◆ Work item
Beginning with the first line of the data below, reproduce every line unchanged, ending with the line that holds "filter:drop-shadow(2px 0 #4f5d68)".

◆ Record excerpts
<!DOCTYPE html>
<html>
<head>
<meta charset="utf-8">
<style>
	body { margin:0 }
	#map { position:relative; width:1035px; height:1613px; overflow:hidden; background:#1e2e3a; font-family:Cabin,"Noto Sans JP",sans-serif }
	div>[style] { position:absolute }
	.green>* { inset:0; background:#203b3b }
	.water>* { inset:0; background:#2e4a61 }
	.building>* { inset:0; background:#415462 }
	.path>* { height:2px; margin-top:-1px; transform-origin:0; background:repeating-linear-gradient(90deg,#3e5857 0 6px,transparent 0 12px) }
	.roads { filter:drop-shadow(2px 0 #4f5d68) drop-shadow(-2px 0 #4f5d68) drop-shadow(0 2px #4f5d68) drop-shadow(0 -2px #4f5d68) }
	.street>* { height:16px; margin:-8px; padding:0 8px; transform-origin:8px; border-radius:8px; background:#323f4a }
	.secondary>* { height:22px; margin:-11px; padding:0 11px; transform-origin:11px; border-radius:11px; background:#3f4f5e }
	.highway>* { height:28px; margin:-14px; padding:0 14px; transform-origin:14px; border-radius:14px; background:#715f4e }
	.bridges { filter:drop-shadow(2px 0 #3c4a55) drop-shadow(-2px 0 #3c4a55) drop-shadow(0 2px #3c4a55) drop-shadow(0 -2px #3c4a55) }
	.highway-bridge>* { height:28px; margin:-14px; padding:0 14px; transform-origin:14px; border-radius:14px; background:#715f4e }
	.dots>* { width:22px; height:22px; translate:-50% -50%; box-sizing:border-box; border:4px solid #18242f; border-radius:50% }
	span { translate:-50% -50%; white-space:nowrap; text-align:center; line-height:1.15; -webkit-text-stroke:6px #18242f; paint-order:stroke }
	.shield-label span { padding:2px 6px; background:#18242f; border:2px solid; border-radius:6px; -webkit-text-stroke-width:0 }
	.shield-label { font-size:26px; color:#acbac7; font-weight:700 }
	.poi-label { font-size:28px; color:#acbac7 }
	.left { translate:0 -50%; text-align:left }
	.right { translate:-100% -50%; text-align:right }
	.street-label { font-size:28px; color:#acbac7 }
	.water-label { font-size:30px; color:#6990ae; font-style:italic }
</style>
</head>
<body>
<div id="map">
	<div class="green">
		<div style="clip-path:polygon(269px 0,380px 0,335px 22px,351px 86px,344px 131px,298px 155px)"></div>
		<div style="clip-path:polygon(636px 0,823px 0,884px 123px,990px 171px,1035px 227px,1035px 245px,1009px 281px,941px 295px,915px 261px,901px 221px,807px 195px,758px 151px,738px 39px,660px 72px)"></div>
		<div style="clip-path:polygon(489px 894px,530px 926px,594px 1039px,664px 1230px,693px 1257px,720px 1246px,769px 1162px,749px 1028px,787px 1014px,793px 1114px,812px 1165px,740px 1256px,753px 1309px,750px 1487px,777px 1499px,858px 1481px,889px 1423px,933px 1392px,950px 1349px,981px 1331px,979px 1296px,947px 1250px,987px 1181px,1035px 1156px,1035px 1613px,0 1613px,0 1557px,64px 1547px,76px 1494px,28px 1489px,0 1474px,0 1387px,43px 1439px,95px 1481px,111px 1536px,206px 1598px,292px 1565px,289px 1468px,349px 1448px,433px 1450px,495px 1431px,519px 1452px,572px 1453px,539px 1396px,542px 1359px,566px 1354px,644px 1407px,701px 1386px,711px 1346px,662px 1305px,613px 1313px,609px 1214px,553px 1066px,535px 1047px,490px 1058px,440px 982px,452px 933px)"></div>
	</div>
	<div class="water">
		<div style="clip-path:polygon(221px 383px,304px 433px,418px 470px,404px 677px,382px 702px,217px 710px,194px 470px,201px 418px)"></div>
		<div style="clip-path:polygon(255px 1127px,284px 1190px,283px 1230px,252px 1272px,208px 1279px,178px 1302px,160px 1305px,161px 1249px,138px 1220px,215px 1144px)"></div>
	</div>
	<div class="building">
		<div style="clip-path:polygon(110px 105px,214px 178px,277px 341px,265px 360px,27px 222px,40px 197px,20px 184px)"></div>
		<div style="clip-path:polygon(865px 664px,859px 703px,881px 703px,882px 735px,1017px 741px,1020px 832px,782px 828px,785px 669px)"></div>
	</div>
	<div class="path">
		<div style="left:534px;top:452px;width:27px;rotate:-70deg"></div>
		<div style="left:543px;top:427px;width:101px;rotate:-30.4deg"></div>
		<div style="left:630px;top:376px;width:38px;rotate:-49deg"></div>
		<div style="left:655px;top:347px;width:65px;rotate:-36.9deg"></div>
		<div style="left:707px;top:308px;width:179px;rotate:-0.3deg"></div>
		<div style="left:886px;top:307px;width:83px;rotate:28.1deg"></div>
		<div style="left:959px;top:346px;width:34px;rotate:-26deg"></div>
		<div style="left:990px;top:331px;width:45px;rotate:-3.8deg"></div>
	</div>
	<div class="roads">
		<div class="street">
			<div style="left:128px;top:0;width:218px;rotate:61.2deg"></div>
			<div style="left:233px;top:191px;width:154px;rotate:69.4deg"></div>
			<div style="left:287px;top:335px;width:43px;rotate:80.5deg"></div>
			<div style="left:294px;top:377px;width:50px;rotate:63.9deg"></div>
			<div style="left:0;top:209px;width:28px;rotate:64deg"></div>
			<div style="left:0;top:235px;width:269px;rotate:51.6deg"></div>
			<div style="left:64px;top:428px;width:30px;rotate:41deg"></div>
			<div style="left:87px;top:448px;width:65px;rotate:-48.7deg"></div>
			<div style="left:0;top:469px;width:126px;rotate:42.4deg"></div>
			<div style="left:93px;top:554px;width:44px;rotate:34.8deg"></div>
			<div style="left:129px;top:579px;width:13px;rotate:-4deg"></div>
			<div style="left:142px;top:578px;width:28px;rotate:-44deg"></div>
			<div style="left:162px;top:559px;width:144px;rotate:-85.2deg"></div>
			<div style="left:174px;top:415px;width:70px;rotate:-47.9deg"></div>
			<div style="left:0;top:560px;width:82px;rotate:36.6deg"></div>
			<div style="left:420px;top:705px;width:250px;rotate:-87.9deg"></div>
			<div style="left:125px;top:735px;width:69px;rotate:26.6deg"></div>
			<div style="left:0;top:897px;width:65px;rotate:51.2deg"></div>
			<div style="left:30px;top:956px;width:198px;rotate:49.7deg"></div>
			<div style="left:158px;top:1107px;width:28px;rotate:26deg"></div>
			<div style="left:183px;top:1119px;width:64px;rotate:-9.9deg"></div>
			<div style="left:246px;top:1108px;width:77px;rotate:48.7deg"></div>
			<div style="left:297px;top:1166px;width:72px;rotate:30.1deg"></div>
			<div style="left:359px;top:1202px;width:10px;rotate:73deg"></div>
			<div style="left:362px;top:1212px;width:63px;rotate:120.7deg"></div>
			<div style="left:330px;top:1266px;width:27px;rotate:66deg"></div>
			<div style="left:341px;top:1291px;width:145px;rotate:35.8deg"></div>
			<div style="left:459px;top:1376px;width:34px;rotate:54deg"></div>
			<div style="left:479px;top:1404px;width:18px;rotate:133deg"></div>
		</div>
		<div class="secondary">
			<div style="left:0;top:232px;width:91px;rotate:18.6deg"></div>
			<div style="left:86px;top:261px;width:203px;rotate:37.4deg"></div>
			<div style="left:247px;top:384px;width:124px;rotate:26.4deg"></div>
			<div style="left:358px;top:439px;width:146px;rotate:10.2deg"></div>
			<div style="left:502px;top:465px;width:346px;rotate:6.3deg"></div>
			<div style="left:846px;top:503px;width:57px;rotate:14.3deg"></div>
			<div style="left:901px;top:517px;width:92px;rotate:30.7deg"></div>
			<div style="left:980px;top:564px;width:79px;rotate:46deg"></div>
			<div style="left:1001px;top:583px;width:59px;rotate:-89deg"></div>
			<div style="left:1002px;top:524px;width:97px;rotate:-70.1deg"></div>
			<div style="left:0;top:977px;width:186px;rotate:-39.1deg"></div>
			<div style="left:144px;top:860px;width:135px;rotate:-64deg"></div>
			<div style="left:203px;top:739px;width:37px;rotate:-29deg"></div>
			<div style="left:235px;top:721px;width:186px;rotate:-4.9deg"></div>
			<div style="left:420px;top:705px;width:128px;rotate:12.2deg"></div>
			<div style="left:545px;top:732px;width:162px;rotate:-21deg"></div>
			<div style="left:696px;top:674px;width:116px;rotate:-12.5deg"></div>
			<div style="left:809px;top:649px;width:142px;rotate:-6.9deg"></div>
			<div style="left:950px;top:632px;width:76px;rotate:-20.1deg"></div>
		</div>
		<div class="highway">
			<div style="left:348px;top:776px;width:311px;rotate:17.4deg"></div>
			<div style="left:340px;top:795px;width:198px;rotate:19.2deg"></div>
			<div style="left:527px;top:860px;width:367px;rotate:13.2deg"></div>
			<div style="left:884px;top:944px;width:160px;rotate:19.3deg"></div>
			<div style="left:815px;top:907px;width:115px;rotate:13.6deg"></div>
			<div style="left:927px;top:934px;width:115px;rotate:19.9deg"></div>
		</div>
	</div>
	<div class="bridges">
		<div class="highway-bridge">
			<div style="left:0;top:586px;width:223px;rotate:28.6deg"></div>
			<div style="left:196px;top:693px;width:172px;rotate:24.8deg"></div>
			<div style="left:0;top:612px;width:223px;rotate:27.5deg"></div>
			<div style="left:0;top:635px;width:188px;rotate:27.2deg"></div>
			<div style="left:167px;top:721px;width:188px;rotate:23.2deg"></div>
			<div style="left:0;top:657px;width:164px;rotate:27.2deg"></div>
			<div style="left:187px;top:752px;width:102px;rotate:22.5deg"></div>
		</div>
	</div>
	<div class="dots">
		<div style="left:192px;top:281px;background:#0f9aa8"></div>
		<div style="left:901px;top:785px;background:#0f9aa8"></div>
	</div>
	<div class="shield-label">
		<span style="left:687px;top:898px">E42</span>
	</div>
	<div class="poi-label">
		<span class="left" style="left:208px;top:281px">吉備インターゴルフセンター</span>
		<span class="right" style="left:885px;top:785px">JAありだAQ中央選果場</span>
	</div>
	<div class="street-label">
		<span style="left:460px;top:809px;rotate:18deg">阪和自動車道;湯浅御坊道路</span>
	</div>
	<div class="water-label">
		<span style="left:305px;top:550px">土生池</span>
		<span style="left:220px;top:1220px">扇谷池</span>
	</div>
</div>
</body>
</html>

◆ Written answer
<!DOCTYPE html>
<html>
<head>
<meta charset="utf-8">
<style>
	body { margin:0 }
	#map { position:relative; width:1035px; height:1613px; overflow:hidden; background:#1e2e3a; font-family:Cabin,"Noto Sans JP",sans-serif }
	div>[style] { position:absolute }
	.green>* { inset:0; background:#203b3b }
	.water>* { inset:0; background:#2e4a61 }
	.building>* { inset:0; background:#415462 }
	.path>* { height:2px; margin-top:-1px; transform-origin:0; background:repeating-linear-gradient(90deg,#3e5857 0 6px,transparent 0 12px) }
	.roads { filter:drop-shadow(2px 0 #4f5d68) drop-shadow(-2px 0 #4f5d68) drop-shadow(0 2px #4f5d68) drop-shadow(0 -2px #4f5d68) }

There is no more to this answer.